### DATASET

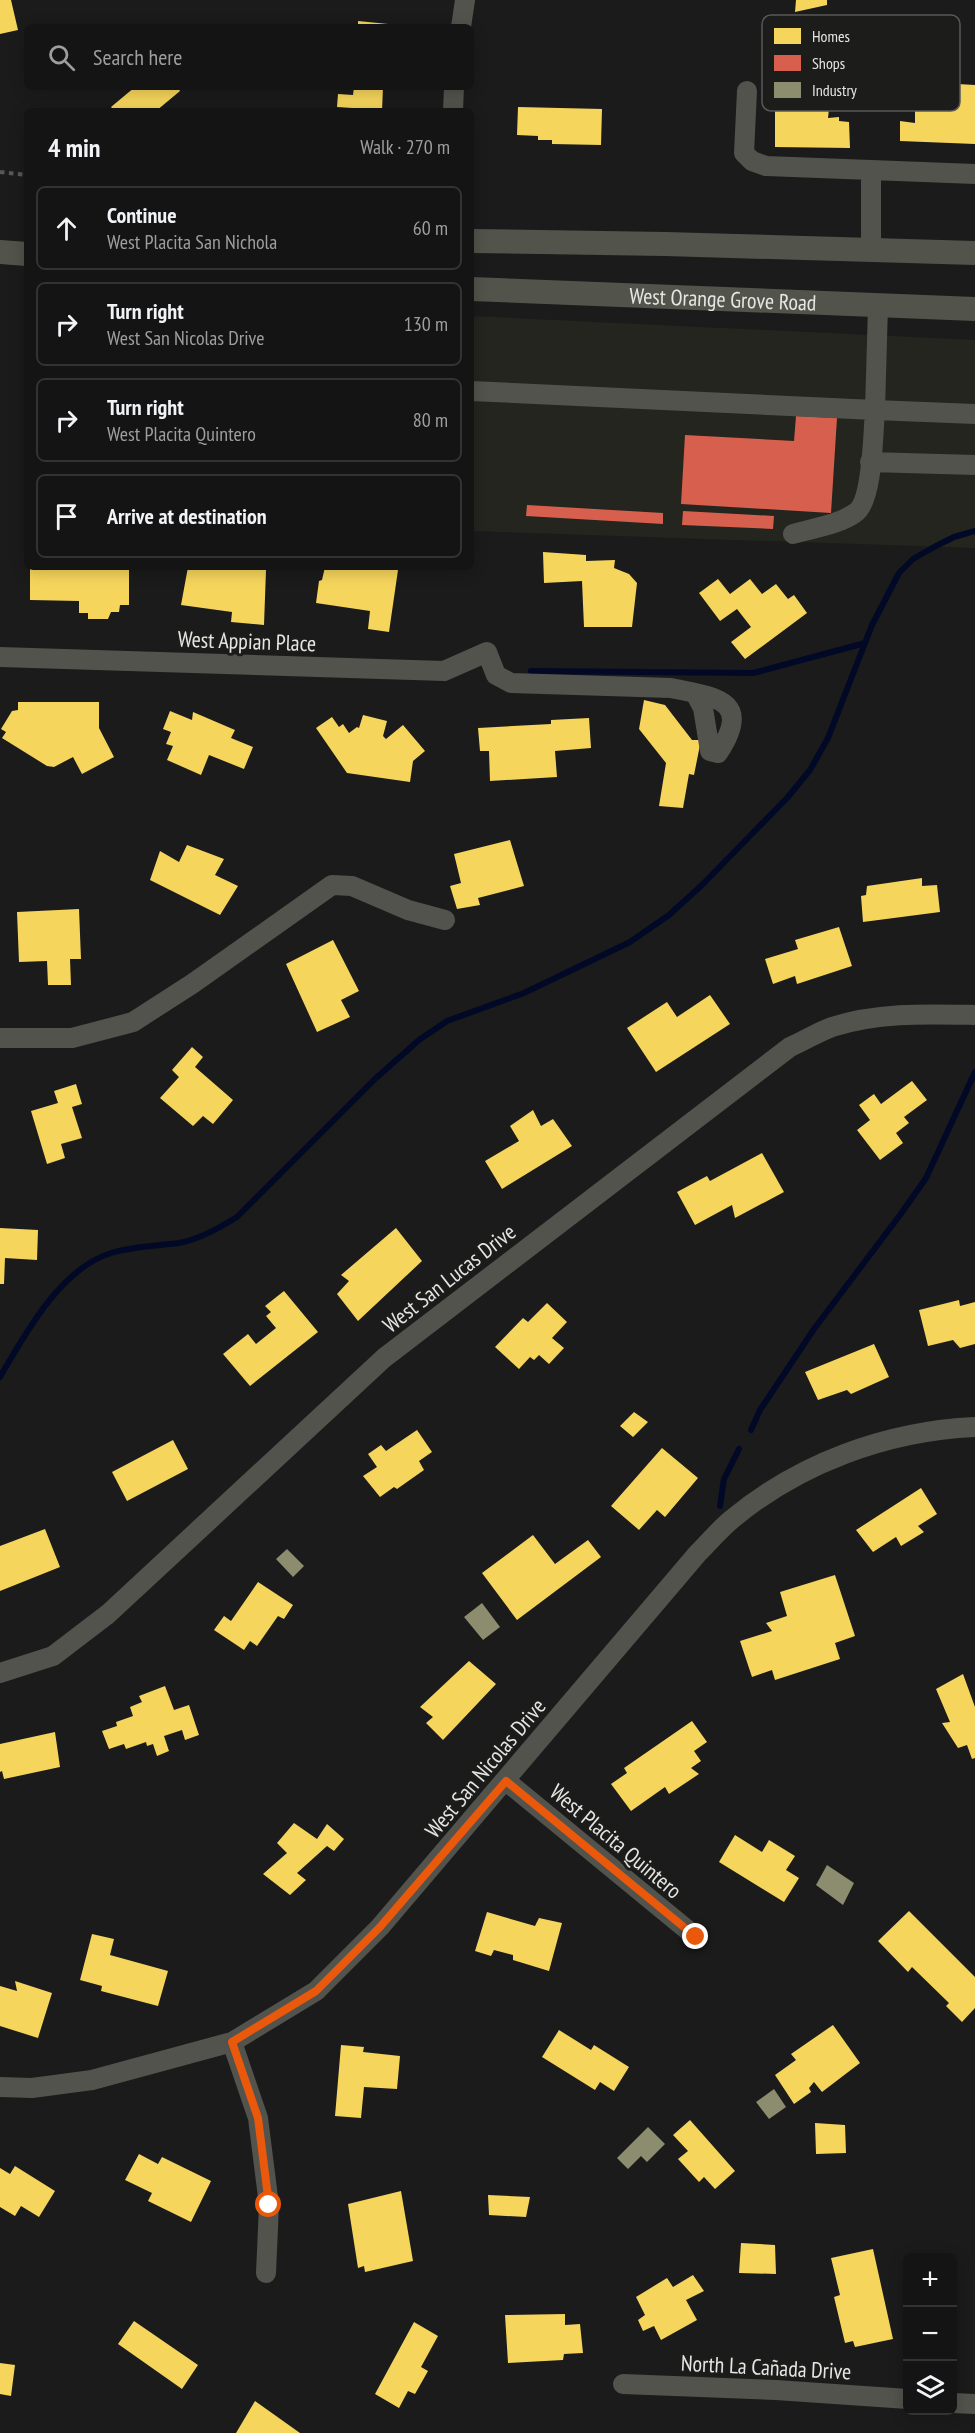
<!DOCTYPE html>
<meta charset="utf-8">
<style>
:root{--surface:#141414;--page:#212122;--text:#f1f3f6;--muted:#9d9ea0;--line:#333334}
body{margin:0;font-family:"PT Sans Narrow",sans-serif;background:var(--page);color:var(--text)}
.controls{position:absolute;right:18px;bottom:18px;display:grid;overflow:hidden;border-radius:9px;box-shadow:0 3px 15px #0003}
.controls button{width:54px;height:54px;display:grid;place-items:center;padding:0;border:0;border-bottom:2px solid var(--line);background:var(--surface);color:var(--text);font:30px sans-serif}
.stop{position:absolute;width:18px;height:18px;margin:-14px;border:4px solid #ea580c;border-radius:50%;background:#fff}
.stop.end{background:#ea580c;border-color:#fff;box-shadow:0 2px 6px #0008}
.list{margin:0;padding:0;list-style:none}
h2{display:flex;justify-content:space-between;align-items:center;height:78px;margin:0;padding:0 24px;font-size:26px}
h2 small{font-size:20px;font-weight:400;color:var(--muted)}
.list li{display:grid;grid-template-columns:39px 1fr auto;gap:18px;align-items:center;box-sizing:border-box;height:84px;margin:0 12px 12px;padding:0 12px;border:2px solid var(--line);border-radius:9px}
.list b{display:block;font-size:22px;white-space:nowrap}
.list p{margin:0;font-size:20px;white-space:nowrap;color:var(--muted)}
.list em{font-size:20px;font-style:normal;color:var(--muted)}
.icon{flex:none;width:33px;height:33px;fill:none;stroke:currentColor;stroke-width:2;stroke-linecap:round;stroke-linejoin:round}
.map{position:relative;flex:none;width:975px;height:2433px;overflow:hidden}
.search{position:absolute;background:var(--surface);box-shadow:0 3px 15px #0003;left:24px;top:24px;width:450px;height:66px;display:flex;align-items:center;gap:15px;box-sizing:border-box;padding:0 21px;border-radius:9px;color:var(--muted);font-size:22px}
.panel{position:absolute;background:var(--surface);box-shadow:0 3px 15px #0003;left:24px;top:108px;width:450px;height:462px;border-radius:9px}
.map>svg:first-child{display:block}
.built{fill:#23251e}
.homes{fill:#f6d55c}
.shops{fill:#d6604d}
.industry{fill:#8c8c6e}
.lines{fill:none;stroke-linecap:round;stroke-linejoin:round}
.stream{stroke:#020926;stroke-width:6}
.path{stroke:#575954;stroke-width:4;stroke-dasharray:4.5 4.5;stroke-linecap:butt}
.minor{stroke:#51534c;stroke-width:20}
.major{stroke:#52544b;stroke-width:24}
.route{stroke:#ea580c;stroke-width:8}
.labels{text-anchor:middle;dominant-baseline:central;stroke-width:6;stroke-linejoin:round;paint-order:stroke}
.street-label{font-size:22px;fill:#e5e6e4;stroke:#1c1c1a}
.key{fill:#1c1c1a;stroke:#585957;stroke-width:1.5}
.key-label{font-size:16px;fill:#e5e6e4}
</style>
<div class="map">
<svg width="975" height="2433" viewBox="0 0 975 2433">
<rect width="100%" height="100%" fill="#1b1b1b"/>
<path class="built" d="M471 316 975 340V548L471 531Z"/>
<path class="homes" d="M0 0H11L18 30 0 34Z
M796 0H827V5L795 12Z
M358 21 388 24V27H358Z
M859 74 854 94 840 92 841 98 830 99 828 118 839 117V121L849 122 850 148 775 147V76Z
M906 81 975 85V144L900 141V121L915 123V101L905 100Z
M135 87H178L180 91 156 111H114L111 107Z
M354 87H383L382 111H352V108L337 107 338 94 353 95Z
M518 107 602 109 601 145 552 144V140H538V136L517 135Z
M543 552 586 555V561L615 560 614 568 629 574 637 583 632 627H584L582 581 544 583Z
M30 567H129V605H120L119 612H111L108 619H88V613H79V601L30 600Z
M188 567H244L266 570 264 625 231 622 232 612 181 605Z
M325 567H379L398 570 389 632 368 629 370 611 316 603 319 581 322 580Z
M718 579 730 594 750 579 762 594 776 584 788 599 794 595 807 613 745 659 731 642 751 627 737 609 720 621 699 593Z
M644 700 665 705 692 740H701L694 775 689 774 683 808 659 806 666 763 639 729Z
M18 702H99V728L114 757 82 774 73 757 54 767 47 766 2 738 6 732 1 729 12 711 18 710Z
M170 711 192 720 193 712 235 730 231 738 253 747 244 769 209 755 201 775 167 760 173 746 166 744 171 732 163 729Z
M363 715 387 721 383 736 386 739 403 725 425 751 413 761 410 782 347 773 316 728 332 717 339 727 343 724 349 733 357 727 359 728Z
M589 718 591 748 555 751 557 777 490 781 489 751H480L478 728 551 724V720Z
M510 840 524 886 478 898 480 905 457 909 450 886 461 883 454 854Z
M187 845 224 859 215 875 238 886 220 915 150 880 160 851 179 862Z
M922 878V886L937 885 940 912 863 922 861 896 866 895 867 886Z
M79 909 81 959H70L71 985H48L47 961 19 962 17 912Z
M839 927 852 966 797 984 795 976 773 984 765 959 798 949 795 940Z
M333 940 359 991 341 1000 350 1017 317 1032 286 964Z
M710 995 730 1024 656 1072 627 1028 667 1002 677 1017Z
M192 1047 203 1057 195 1067 233 1100 213 1124 203 1116 193 1126 160 1098 179 1077 172 1070Z
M912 1081 927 1100 904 1117 909 1123 896 1133 903 1143 880 1160 857 1130 870 1120 859 1105 874 1094 881 1104Z
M76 1084 82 1104 72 1107 82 1138 61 1144 65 1158 47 1164 31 1111 58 1103 54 1091Z
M533 1110 541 1126 553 1119 572 1146 502 1189 485 1161 519 1141 510 1126Z
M762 1153 784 1192 735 1218 732 1205 695 1225 677 1192 707 1176 710 1181Z
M0 1228 38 1230 37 1260 5 1258 4 1284H0Z
M396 1228 422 1261 358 1321 337 1294 349 1281 341 1275Z
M284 1291 318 1332 250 1386 223 1354 248 1334 256 1344 276 1328 266 1316 271 1312 265 1306Z
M959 1300 960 1306 975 1302V1344L960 1348 953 1340 928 1346 919 1310Z
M547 1303 567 1322 552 1338 564 1348 549 1364 539 1355 534 1360 530 1357 519 1369 495 1347 523 1318 528 1322Z
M874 1344 889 1377 851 1394 847 1390 818 1400 805 1372Z
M634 1412 648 1422 633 1437 620 1426Z
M417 1430 432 1452 419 1461 424 1470 397 1489 394 1487 380 1497 363 1476 377 1467 368 1454 381 1445 386 1451Z
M173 1440 188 1469 127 1501 112 1472Z
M662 1448 698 1478 665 1517 657 1510 639 1530 611 1506Z
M921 1488 937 1514 918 1526 924 1532 901 1546 896 1537 873 1552 856 1530Z
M45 1529 60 1567 0 1591V1546Z
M533 1535 555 1564 588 1540 601 1557 517 1620 482 1573Z
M835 1575 855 1636 835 1643 840 1659 775 1680 772 1670 752 1677 740 1641 772 1631 766 1623 787 1616 780 1592Z
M258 1582 293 1605 284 1619 278 1616 257 1646 250 1641 244 1650 214 1630 224 1616 231 1621Z
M469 1661 496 1684 443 1740 426 1723 433 1717 420 1707Z
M963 1674 975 1707V1758L972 1759 967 1745 958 1748 942 1723 950 1722 936 1689Z
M165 1686 174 1710 189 1705 199 1735 185 1740 182 1730 164 1736 169 1751 157 1756 153 1744 147 1746 146 1742 126 1749 124 1744 109 1749 102 1731 117 1726 116 1722 133 1716 130 1707 142 1702 139 1696Z
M692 1721 707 1742 694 1751 701 1761 691 1768 699 1774 669 1794 665 1787 631 1811 611 1784 627 1773 624 1768Z
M55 1732 60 1767 4 1779 2 1771 0 1772V1744Z
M294 1823 317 1839 327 1824 344 1839 334 1851 327 1846 297 1873 306 1880 290 1895 263 1874 287 1853 277 1843Z
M735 1835 762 1852 769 1840 795 1856 786 1870 799 1878 784 1902 719 1862Z
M909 1911 975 1977V2008L962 2022 946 2006 949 2003 912 1967 908 1972 878 1941Z
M487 1912 535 1926 539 1918 562 1923 549 1971 513 1960V1955L494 1950 491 1956 475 1951Z
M92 1934 114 1939 110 1955 168 1971 158 2006 101 1991 102 1986 80 1980Z
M15 1981 52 1993 38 2038 0 2026V1986L17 1991Z
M833 2025 860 2063 822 2092 814 2082 809 2088 811 2092 794 2104 775 2075 796 2060 791 2054Z
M559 2030 591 2050 594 2045 629 2067 614 2091 600 2082 595 2090 542 2057Z
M341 2045 364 2047 363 2052 400 2056 397 2089 364 2087 361 2118 335 2116Z
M690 2120 735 2171 715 2189 704 2177 699 2182 678 2159 688 2151 673 2135Z
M815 2123 845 2125 846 2153 816 2154Z
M139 2154 158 2164 162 2157 211 2181 191 2222 148 2201 152 2193 125 2180Z
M15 2166 55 2191 39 2217 21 2206 15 2216 0 2207V2168L10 2174Z
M401 2191 413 2261 365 2272 364 2266 358 2268 348 2204Z
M488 2195 530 2197 526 2217 489 2215Z
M741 2243 775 2245 776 2274 739 2273Z
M873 2249 893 2339 855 2347 853 2341 845 2343 834 2297 840 2295 831 2258Z
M693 2275 704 2291 686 2300 697 2320 661 2340 654 2326 643 2331 638 2320 645 2315 636 2297 667 2278 673 2287Z
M565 2314V2325L580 2324 583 2353 564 2354 563 2360 508 2363 505 2315Z
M134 2321 198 2365 182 2389 118 2344Z
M414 2322 438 2336 421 2367 428 2371 415 2394 408 2391 399 2408 375 2394Z
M0 2363 15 2365 11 2396 0 2394Z
M255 2401 300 2433H236Z"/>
<path class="shops" d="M796 416 837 418 831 513 681 504 685 435 794 441Z
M527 505 663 513V524L526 516Z
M683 511 774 516 773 529 682 525Z"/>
<path class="industry" d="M287 1549 304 1566 293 1577 276 1559Z
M482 1603 500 1627 483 1640 464 1617Z
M827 1865 854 1883 843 1905 816 1885Z
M774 2089 786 2107 769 2119 756 2102Z
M648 2127 665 2144 647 2162 641 2156 628 2169 617 2158Z"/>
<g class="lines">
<path class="stream" d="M531 671 753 673 865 643
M0 1377C25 1334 60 1269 111 1253 133 1246 156 1246 179 1243 200 1239 219 1228 237 1217L376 1078 419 1040 447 1021 524 993 630 942 669 915 702 885 787 798 810 770 828 738 872 625 899 573 913 559 934 547 954 537 975 531
M751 1430 760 1410 814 1329 900 1215 926 1178 975 1072
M720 1506 724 1479 739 1449"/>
<path class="path" d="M0 172 27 175"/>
<path class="minor" d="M461 27 465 0
M747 91 744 153 752 161 766 166 871 170
M453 111 454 87
M871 250V170L975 174
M878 306 875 410 975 414
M471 391 875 410C873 432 873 502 855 513 838 525 813 528 793 534
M870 462 975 465
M0 657 444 671 487 652 496 675 511 683 671 688C714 697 754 699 718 753L710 751 703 708 695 693
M0 1038H72L133 1022 192 984 332 885 352 886 408 910 445 920
M0 1673 53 1656 108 1614 384 1358 790 1047C804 1041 818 1032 832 1027 878 1012 928 1014 975 1015
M506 1781 696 1937
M232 2042 258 2118 269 2205 266 2273
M0 2087 32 2088 92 2080 232 2042 316 1991 380 1927 698 1553C709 1542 719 1530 731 1520 799 1463 887 1431 975 1427
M623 2384 776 2390 908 2399
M952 2403 975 2404"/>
<g class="major">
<path d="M471 241 665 244 975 253"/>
<path d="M0 252 27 254"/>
<path id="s1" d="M471 289 975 309"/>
</g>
</g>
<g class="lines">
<path class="route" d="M269 2205 258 2118 232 2042 316 1991 380 1927 506 1781 696 1937"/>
</g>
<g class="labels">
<g class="street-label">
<text stroke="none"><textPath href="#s1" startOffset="252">West Orange Grove Road</textPath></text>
<text transform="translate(247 641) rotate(2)">West Appian Place</text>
<text transform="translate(449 1278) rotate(-38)">West San Lucas Drive</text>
<text transform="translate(485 1768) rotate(-50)">West San Nicolas Drive</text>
<text transform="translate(616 1841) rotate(40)">West Placita Quintero</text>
<text transform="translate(766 2367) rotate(3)">North La Cañada Drive</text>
</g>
</g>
<rect x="762" y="15" width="198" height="96" rx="9" class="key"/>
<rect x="774" y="28" width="27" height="16" fill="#f6d55c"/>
<rect x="774" y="55" width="27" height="16" fill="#d6604d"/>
<rect x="774" y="82" width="27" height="16" fill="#8c8c6e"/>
<g class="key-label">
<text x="812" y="42">Homes</text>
<text x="812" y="69">Shops</text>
<text x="812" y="96">Industry</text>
</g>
</svg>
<div class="controls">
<button>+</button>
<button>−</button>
<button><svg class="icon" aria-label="layers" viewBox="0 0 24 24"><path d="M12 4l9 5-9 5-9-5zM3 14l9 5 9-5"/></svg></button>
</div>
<div class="stop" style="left:269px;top:2205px"></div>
<div class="stop end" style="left:696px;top:1937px"></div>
<div class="search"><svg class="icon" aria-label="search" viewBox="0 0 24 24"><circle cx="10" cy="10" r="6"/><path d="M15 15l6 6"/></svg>Search here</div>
<section class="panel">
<h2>4 min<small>Walk · 270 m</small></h2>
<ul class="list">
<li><svg class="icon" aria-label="ahead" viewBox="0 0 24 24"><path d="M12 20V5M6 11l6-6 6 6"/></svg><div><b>Continue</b><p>West Placita San Nichola</p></div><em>60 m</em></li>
<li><svg class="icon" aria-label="right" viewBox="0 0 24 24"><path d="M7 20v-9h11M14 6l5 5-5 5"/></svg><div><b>Turn right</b><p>West San Nicolas Drive</p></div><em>130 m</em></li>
<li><svg class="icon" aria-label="right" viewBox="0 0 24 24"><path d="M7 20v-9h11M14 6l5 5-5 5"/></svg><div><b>Turn right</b><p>West Placita Quintero</p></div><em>80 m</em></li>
<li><svg class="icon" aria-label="arrive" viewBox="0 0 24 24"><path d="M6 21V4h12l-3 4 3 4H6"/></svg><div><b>Arrive at destination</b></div></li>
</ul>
</section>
</div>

### EXERCISE DETAILS
Please copy every line from the entries that includes the word "controls".

### SOLUTION
.controls{position:absolute;right:18px;bottom:18px;display:grid;overflow:hidden;border-radius:9px;box-shadow:0 3px 15px #0003}
.controls button{width:54px;height:54px;display:grid;place-items:center;padding:0;border:0;border-bottom:2px solid var(--line);background:var(--surface);color:var(--text);font:30px sans-serif}
<div class="controls">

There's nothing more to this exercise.